▶ **What is being asked**:
From the data below, give the number of lines holding the word "symbols", with nothing else added.

▶ **Information given**:
========

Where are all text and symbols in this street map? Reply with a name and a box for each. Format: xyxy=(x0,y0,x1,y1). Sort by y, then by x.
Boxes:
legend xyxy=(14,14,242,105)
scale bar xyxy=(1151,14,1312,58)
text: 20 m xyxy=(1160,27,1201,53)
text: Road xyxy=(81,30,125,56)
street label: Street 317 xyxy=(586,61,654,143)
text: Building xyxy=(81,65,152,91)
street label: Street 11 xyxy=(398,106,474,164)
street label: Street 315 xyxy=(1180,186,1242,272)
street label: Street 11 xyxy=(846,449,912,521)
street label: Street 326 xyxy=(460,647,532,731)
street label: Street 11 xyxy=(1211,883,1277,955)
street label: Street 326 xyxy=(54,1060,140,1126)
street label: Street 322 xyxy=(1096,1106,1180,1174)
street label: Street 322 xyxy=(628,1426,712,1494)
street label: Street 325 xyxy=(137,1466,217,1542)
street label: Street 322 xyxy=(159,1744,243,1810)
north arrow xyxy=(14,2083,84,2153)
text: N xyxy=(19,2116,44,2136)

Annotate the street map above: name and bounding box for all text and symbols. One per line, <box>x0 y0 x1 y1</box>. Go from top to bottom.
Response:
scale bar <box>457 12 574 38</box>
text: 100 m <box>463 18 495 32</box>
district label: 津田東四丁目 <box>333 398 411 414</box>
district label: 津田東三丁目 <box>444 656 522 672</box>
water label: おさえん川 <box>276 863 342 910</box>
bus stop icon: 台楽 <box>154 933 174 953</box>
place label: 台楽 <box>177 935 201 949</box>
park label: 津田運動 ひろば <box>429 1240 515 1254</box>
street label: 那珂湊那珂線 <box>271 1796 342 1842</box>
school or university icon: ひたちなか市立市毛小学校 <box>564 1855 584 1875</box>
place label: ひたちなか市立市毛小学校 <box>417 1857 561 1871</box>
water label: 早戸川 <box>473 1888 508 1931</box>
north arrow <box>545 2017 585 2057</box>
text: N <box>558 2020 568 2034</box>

========

▶ **Written response**:
2